Wow, do we have a lot to share in this month’s newsletter! The Coastal Centre has been very busy collaborating with environmental groups along our shoreline to protect your lake.
I had the opportunity to attend the Environmental Defense Gala in Toronto. We have had a planning workshop with the Ministry of Natural Resources and Forestry, met with Conservation Authorities, Healthy Lake Huron and the Bruce Peninsula Biosphere Association. We have made presentations to several of your municipal councils, have met with Pine River Watershed Initiative Network and the International Joint Commission. We are doing all this in an effort to link all environmental groups along our shore to create a cohesive effort to protect and improve the health of Lake Huron.
In addition to these collaborative activities, we have held three very successful Coastal Community Workshops in Bayfield, Sarnia and Sauble Beach. These sessions were held to collect information from property owners, government and conservation officials and the general public in connection with our Coastal Action Plan. We are making a difference for you!
As many of us have noticed, this year’s winter has been one of the tamest winters we have had in recent memory. The freeze-thaw extremes experienced over the past month have been unusual to say the least. Weather like this may be optimal for Maple Syrup production, but it is not so “sweet” for our lake and river systems or migratory species.
An example of the change of weather patterns is the recent arrival of the Tundra Swans in the Grand Bend (Wye Marsh) area. Locals say that seeing Tundra Swans this early is very unusual, as they typically don’t come through until early to mid-March.
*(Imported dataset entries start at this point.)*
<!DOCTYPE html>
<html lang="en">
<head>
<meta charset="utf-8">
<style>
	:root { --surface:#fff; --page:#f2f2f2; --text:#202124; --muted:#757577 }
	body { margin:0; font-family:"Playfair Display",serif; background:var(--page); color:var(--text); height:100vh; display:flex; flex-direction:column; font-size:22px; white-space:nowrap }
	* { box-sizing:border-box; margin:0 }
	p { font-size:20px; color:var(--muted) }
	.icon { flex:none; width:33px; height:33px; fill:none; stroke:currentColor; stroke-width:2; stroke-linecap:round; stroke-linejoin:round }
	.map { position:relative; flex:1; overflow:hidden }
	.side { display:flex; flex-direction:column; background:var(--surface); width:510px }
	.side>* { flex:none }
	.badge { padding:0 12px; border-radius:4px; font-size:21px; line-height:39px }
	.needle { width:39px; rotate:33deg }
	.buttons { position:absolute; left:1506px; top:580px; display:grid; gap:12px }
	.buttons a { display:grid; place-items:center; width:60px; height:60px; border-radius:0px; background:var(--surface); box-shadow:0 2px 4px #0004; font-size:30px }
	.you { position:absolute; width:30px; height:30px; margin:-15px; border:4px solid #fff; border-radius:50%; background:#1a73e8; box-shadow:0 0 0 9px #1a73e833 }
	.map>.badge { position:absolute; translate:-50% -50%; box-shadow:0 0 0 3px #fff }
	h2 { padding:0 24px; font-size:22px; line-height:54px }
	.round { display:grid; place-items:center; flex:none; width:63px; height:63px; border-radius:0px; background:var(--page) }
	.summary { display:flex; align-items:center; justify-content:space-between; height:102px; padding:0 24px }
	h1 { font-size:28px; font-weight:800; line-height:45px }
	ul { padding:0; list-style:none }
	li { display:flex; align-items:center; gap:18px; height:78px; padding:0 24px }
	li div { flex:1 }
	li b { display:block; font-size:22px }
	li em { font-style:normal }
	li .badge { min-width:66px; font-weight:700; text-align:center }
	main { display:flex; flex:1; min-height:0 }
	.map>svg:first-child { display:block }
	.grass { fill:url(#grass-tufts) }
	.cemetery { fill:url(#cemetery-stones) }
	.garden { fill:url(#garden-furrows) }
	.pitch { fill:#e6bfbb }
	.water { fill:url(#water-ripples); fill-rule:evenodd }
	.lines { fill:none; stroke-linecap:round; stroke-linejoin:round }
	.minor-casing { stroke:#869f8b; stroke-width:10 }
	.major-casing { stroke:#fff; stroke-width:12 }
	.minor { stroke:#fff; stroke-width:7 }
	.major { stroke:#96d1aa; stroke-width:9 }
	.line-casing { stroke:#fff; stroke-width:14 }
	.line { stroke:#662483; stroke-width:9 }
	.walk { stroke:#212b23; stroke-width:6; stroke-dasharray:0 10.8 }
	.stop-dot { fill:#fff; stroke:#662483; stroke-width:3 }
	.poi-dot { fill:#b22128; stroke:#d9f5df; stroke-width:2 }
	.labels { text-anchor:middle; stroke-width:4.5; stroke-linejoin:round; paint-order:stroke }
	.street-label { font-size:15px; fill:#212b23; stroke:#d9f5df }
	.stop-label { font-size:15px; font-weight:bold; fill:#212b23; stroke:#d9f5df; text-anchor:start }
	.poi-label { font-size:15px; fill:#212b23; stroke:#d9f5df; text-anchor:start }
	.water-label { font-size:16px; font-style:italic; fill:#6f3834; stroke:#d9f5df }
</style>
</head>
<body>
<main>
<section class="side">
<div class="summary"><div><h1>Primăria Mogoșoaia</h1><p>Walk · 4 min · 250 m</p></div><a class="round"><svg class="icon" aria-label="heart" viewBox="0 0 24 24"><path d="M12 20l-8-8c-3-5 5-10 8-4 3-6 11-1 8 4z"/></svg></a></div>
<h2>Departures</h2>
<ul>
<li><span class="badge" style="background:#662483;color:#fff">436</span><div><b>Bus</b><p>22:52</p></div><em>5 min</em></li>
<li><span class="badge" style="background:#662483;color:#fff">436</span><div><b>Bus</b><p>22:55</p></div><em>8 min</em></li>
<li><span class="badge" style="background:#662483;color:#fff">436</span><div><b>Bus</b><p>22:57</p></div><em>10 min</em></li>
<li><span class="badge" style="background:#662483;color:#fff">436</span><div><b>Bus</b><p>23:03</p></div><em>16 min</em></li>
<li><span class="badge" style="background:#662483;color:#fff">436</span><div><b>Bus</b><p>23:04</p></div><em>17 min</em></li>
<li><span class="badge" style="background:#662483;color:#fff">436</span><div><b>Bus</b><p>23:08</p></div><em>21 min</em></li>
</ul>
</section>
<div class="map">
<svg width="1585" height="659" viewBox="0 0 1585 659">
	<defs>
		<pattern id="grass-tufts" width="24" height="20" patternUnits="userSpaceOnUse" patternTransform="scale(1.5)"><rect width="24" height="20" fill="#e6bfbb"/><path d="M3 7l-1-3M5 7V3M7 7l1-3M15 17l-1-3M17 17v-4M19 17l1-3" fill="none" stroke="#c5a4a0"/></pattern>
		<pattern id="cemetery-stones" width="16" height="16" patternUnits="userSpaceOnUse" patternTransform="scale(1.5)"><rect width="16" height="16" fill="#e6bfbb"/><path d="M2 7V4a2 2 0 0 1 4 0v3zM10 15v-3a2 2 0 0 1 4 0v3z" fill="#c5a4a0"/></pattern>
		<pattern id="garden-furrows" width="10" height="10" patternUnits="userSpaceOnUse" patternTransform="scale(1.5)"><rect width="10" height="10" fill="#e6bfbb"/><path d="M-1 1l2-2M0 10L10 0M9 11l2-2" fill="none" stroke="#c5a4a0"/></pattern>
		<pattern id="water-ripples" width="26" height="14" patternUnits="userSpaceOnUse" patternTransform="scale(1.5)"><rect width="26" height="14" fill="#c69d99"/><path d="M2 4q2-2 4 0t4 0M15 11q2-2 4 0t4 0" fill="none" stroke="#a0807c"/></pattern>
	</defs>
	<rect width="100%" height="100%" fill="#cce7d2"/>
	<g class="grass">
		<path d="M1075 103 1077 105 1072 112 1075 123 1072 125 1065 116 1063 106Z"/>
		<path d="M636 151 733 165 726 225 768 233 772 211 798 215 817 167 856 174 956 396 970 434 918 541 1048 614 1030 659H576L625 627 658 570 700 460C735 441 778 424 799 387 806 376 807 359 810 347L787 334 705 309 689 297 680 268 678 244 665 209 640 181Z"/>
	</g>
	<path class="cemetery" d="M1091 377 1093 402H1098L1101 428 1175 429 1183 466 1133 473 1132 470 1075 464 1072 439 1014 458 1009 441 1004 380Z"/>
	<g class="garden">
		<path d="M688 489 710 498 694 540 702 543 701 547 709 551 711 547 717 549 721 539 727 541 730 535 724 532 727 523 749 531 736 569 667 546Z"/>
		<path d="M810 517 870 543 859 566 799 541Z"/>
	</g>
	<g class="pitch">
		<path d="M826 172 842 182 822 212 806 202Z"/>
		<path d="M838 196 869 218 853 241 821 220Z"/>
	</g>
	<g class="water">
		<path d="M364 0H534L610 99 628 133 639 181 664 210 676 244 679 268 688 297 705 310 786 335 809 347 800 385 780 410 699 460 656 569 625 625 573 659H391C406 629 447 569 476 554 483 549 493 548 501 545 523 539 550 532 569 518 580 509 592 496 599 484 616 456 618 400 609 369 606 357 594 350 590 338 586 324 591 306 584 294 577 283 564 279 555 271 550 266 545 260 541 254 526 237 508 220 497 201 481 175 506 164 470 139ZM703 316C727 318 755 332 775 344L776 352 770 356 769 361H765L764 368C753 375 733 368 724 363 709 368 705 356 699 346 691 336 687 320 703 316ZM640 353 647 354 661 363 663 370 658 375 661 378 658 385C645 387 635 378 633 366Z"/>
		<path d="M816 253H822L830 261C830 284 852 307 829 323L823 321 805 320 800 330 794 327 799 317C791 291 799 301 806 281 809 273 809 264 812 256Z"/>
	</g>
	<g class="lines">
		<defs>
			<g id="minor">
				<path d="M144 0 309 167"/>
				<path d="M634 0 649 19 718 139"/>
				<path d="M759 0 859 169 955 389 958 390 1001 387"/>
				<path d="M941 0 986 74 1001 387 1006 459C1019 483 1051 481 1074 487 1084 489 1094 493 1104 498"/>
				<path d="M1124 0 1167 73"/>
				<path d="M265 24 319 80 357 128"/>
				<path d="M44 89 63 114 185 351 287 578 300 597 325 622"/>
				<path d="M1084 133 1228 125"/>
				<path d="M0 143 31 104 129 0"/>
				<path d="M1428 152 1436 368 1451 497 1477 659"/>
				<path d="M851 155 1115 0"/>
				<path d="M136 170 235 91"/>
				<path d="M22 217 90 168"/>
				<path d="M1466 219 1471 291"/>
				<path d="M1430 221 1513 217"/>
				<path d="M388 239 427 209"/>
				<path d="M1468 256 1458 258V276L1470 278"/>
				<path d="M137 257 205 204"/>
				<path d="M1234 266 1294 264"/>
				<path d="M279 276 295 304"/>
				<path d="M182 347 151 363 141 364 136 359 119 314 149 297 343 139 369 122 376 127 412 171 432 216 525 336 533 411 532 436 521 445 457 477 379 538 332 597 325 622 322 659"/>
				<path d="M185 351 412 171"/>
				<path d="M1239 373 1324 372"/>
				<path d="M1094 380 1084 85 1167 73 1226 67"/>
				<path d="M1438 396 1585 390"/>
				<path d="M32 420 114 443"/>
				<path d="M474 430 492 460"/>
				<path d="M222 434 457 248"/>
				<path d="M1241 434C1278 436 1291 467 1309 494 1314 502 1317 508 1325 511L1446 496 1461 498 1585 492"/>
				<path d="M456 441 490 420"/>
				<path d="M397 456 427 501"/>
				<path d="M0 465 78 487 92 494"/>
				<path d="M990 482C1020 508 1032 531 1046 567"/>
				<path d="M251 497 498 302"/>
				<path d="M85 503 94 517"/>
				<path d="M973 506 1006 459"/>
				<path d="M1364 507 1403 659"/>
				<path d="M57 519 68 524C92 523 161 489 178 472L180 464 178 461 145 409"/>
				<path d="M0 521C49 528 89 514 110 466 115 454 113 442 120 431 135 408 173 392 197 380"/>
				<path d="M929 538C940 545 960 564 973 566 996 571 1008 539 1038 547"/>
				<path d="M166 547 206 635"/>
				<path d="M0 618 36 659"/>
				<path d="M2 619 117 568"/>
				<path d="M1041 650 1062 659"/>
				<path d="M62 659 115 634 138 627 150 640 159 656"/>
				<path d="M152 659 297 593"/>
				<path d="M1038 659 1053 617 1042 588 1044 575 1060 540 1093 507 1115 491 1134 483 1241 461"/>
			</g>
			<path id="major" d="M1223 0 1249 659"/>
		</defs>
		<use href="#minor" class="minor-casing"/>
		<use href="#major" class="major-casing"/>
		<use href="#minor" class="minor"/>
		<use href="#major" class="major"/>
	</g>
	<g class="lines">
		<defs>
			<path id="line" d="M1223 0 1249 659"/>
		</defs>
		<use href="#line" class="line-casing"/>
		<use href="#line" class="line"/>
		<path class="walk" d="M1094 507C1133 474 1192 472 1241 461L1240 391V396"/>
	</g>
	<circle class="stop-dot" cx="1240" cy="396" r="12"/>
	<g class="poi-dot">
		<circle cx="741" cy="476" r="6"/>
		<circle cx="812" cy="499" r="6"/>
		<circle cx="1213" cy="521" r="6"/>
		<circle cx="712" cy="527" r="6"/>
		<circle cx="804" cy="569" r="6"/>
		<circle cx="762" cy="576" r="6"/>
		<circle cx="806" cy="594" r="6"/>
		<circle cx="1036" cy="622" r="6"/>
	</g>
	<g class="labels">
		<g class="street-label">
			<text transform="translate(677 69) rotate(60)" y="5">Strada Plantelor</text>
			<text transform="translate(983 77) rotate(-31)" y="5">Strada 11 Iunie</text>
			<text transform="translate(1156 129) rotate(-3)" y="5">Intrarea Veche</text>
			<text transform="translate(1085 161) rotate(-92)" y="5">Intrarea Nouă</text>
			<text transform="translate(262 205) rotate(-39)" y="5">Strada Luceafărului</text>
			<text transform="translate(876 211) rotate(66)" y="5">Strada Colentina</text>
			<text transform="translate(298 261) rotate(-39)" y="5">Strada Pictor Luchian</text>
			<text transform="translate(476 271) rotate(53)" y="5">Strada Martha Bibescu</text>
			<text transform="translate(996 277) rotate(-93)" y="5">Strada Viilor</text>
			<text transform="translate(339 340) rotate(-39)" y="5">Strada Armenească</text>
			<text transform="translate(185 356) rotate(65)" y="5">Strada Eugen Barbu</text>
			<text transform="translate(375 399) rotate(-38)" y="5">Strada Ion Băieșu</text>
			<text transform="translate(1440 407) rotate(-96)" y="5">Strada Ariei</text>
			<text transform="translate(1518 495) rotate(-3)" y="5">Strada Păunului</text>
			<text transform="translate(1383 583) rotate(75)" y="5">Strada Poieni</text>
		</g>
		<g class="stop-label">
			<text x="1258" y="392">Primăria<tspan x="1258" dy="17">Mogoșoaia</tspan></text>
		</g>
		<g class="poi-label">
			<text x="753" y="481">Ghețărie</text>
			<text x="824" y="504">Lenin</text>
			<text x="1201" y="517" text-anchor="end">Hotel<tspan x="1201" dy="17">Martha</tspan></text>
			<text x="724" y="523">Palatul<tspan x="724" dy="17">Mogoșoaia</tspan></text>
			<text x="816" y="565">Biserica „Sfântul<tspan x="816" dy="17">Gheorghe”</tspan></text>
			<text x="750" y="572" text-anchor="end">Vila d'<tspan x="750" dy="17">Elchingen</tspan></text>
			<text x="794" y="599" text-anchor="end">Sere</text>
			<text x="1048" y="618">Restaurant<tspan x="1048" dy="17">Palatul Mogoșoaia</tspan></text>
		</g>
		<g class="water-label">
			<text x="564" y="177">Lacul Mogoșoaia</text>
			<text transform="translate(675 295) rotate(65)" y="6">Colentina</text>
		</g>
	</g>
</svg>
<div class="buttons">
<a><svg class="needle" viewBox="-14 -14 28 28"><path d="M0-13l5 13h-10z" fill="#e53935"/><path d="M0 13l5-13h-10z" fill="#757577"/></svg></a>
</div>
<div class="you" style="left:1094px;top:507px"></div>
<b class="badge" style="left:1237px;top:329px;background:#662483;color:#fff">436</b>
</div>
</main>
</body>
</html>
Other residents have voiced concerns about turtles and frogs emerging from hibernation too early during the “thaw” periods, because when “freeze” periods inevitably return they often get hit by cars or fall victim to predators.
2017 will be another year where we wonder where our beach has gone! High water levels will be attributed to heavy precipitation events. The large amount of precipitation expected this month is concerning to some lakeshore and river-adjacent residents due to the inevitable high water levels. Heavy precipitation causes fast water movement across fields, roads and properties resulting in a loss of top soil and erosion, specifically in riverbanks and along shorelines. This fast movement of water, sediment and debris eventually makes its way to our lake and washes up on the beaches of Lake Huron. This debris often includes garbage and litter from roadsides and streets, posing a threat to wildlife and to our water infrastructure. Debris and organic matter become tangled, clogging culverts, drains and river outlets leading to small flooding incidents across roads posing a threat to human safety. A great way to get involved and reduce the amount of litter filtering into our river and lake would be to do a spring highway or roadside cleanup in your community.
We all love to go exploring outside, and it is important to be aware of children and pets playing around unstable banks and rivers during high water levels. Please take care and be safe this March when enjoying our lakeshore!